Comments on the C++ Memory Model Following a Partial Formalization Attempt

ISO/IEC JTC1 SC22 WG21 DRAFT N2955 = 09-0145 - 2009-09-28

Mark Batty, mjb220@cl.cam.ac.uk

Motivation for Suggestions
Mixed Accesses to Memory Locations
Release Sequence and Visible Sequence of Side Effects
The Conditions for Sequential Consistency
Reading the Initial State
Restriction on Compiler Hoisting
Collected Suggestions for Change to the Standard
    1.10p2
    1.10p4
    1.10p6
    1.10p12
    1.10p13
    1.10p14
    29.3p9
References

Motivation for Suggestions

The issues highlighted in this document were first raised in [BattySewell09], an attempt to formalize part of the memory model as it is described in the current working draft of the standard [N2914], using the HOL proof assistant [HOL], paying particular attention to the subset of the standard corresponding to the sequentially consistent model of [BoehmAdve08]. Such formalization work commonly uncovers ambiguities, inconsistencies, or omissions. In this case, we have identified a number of places where some local clarification or improvement may be appropriate.

Mixed Accesses to Memory Locations

The atomic memory operations in section 29 [Atomics] are the programmer's interface to the explicitly synchronized memory operations. They are presented as a set of types with functions for operating on them. It does not seem sufficiently clear what provision there is for non-atomic access to objects of this type.

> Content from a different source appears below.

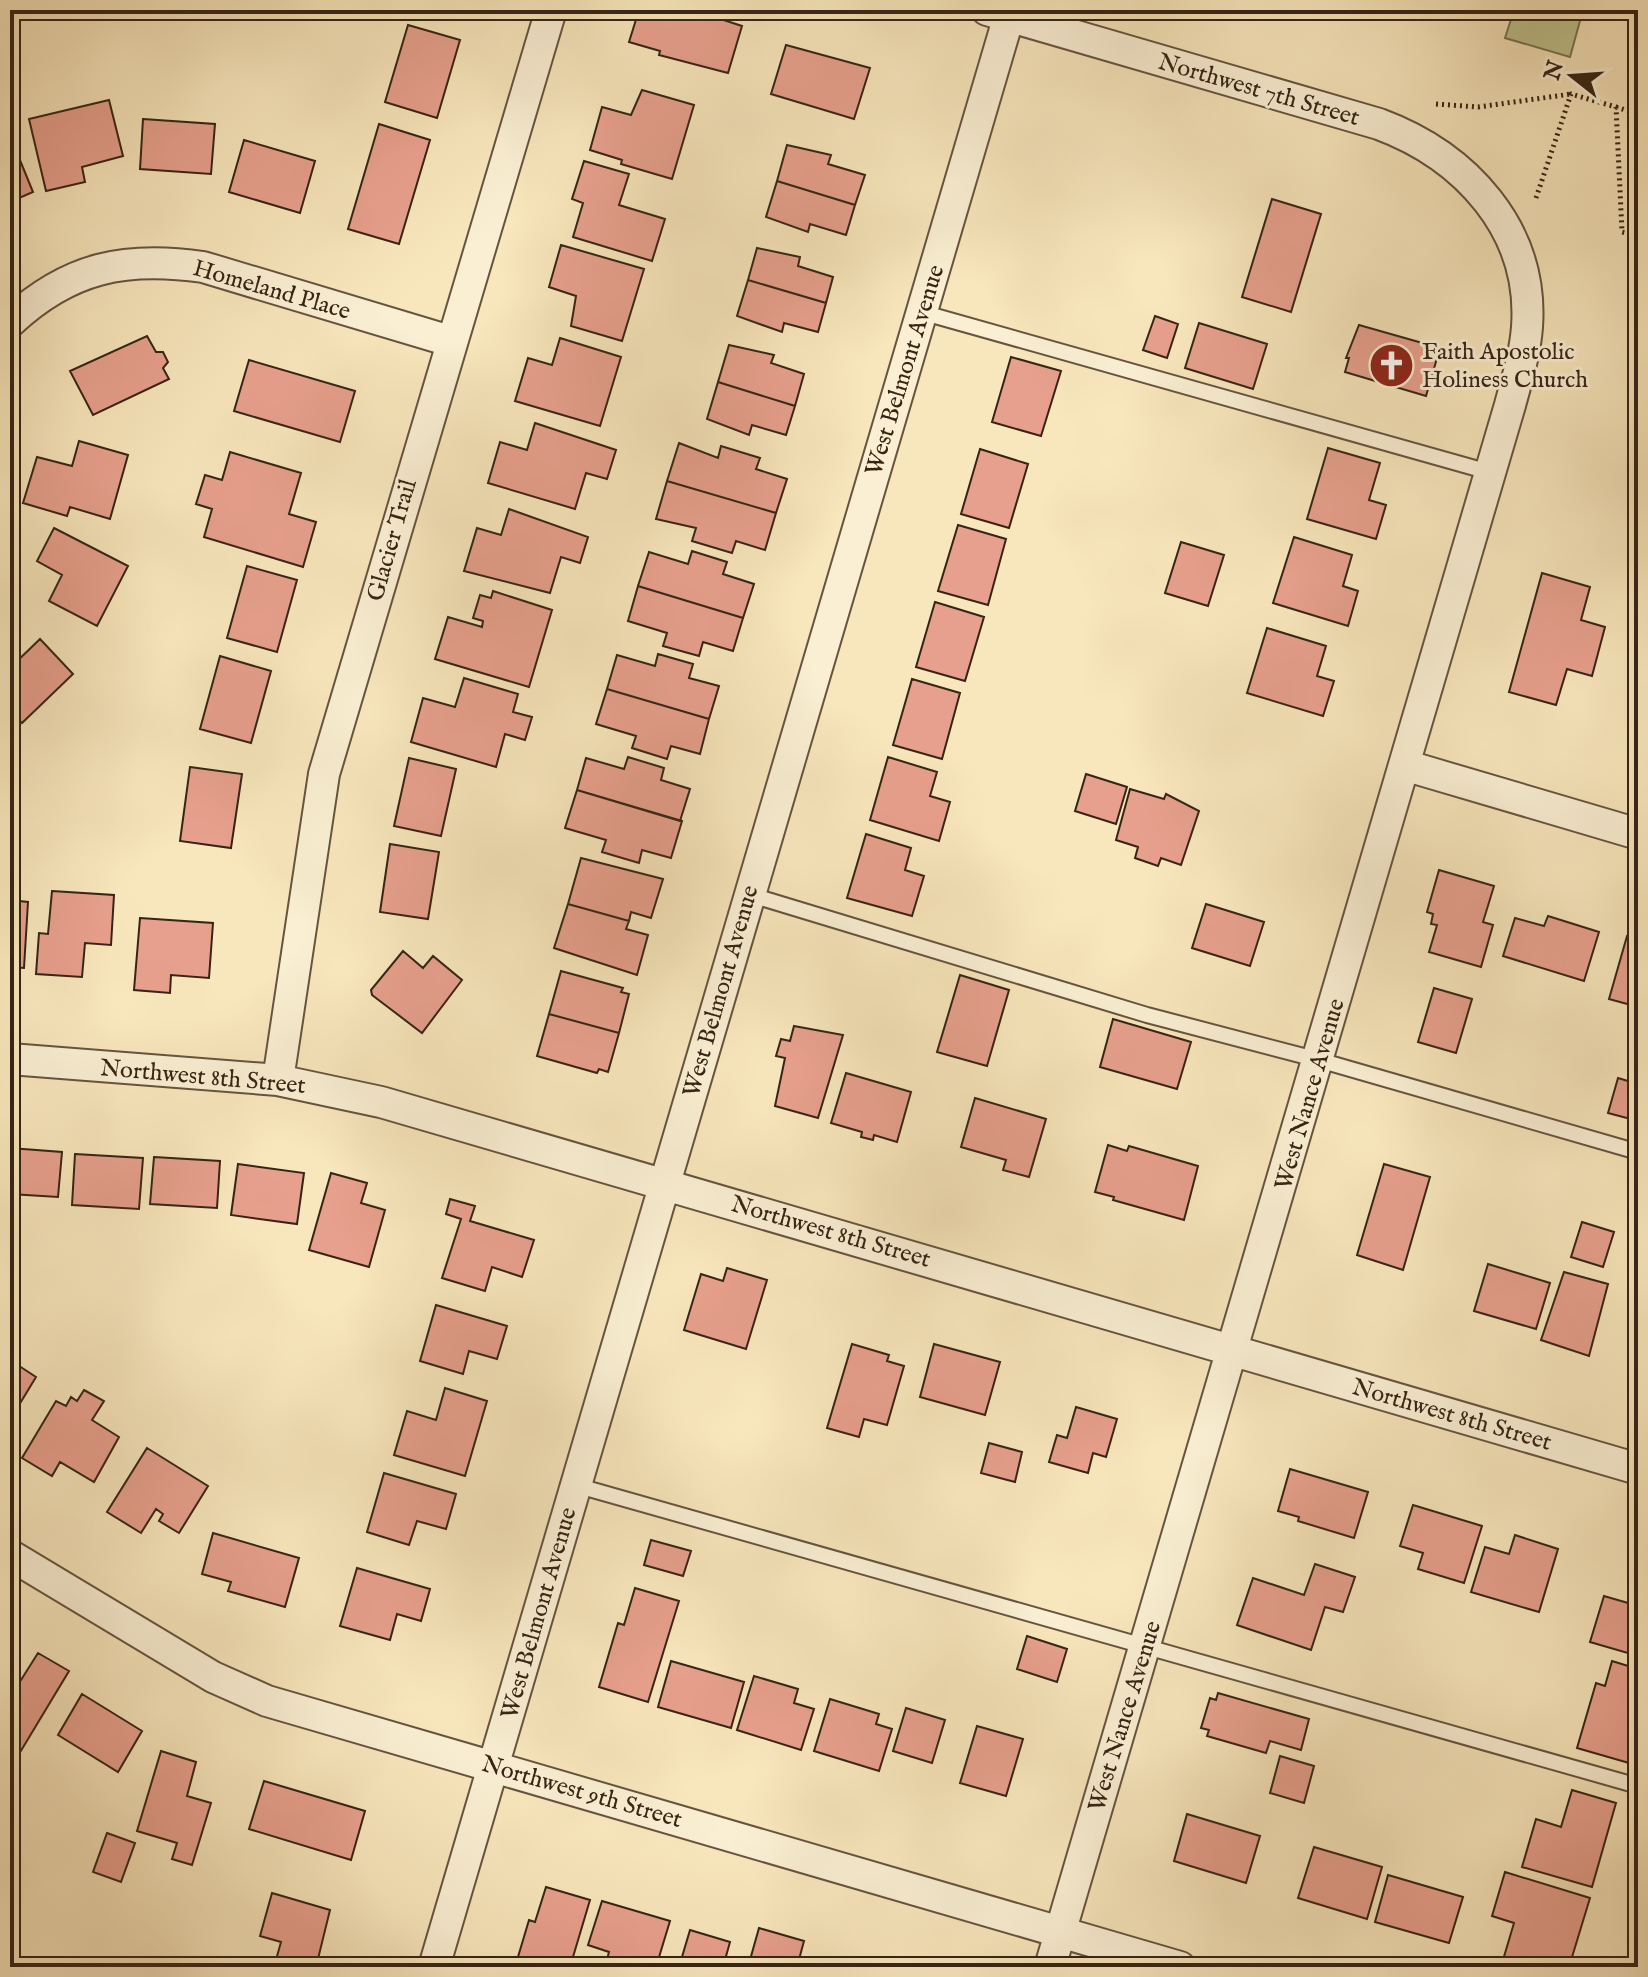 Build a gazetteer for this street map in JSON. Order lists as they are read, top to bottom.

At first glance the Standard seems to allow non-atomic accesses at atomic locations. In 1.10 [intro.multithread] paragraph 14 this is implied from the definition of a data race (note that memory operations in conflict act on the same location):

The execution of a program contains a data race if it contains two conflicting actions in different threads, at least one of which is not atomic, and neither happens-before the other. Any such data race results in undefined behavior.

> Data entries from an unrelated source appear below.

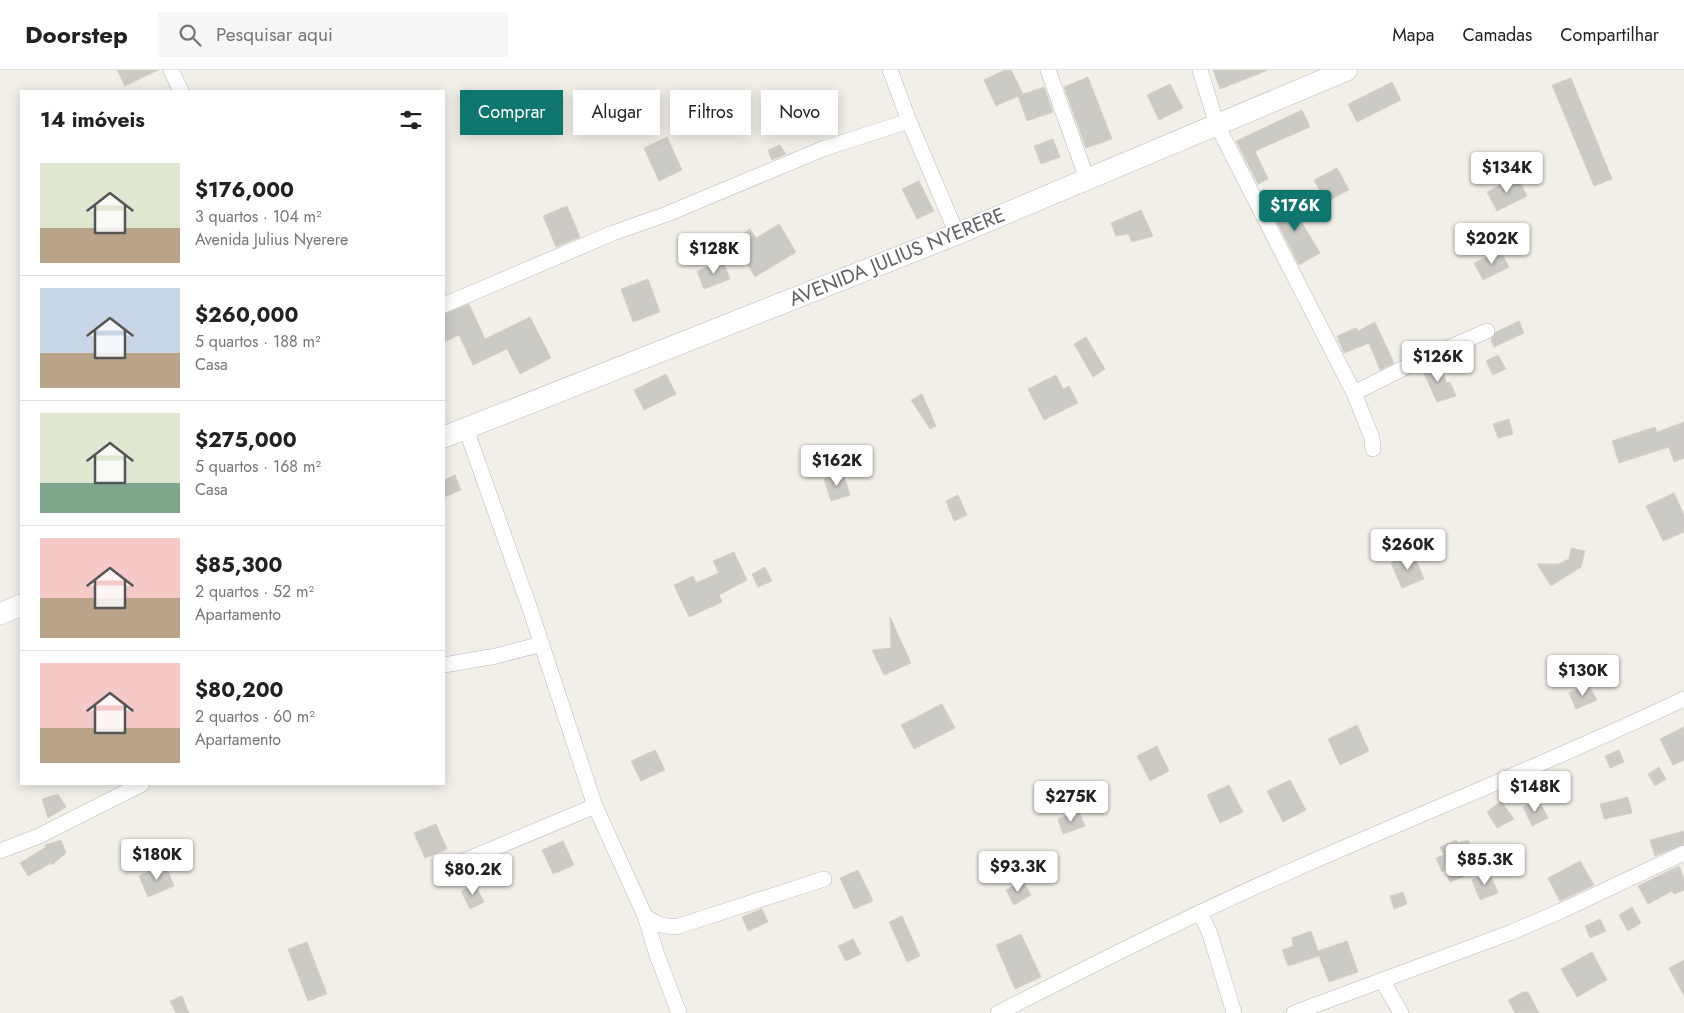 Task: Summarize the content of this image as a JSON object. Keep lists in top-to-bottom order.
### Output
{
  "streets": {
    "street": ["AVENIDA JULIUS NYERERE"]
  },
  "page": {
    "header": "Doorstep",
    "search": "Pesquisar aqui",
    "nav": ["Mapa", "Camadas", "Compartilhar"],
    "chip": [
      "Comprar",
      "Alugar",
      "Filtros",
      "Novo"
    ],
    "heading": "14 imóveis",
    "list": [
      {
        "name": "$176,000",
        "note": "3 quartos · 104 m² · Avenida Julius Nyerere"
      },
      {
        "name": "$260,000",
        "note": "5 quartos · 188 m² · Casa"
      },
      {
        "name": "$275,000",
        "note": "5 quartos · 168 m² · Casa"
      },
      {
        "name": "$85,300",
        "note": "2 quartos · 52 m² · Apartamento"
      },
      {
        "name": "$80,200",
        "note": "2 quartos · 60 m² · Apartamento"
      }
    ],
    "price": [
      "$134K",
      "$176K",
      "$202K",
      "$128K",
      "$126K",
      "$162K",
      "$260K",
      "$130K",
      "$148K",
      "$275K",
      "$180K",
      "$85.3K",
      "$93.3K",
      "$80.2K"
    ]
  }
}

How then would a programmer write down a non-atomic access to the atomic location? There are no operations built into the C++ library functions on the atomic types for non-atomic access. Non-atomic access will have to take place on the object through an lvalue of some other type. 3.10 [basic.lval] paragraph 15 lists the types of lvalue that would not result in undefined behavior:

If a program attempts to access the stored value of an object through an lvalue of other than one of the following types the behavior is undefined

All of these types are slight variations of the original type and are still atomic, except for the char and unsigned char types. This suggests that any non-atomic access to an atomic location would have to be through a char or unsigned char lvalue. There is evidence in the standard to suggest that using such an lvalue to modify an atomic object would result in undefined behavior, but it is not definitive.

Each atomic type in section 29 has a deleted copy constructor, therefore has no trivial copy constructor, and ought not to be trivially copyable. This is not certain however from the definition in 9p6 [class] which defines a trivially copyable class, but does not explicitly require such a class to have a trivial copy constructor. Section 3.9 [basic.types] leaves memcpy undefined over non-trivially copyable types. If memcpy is undefined over the atomics, this suggests that other non-atomic memory accesses might not work either.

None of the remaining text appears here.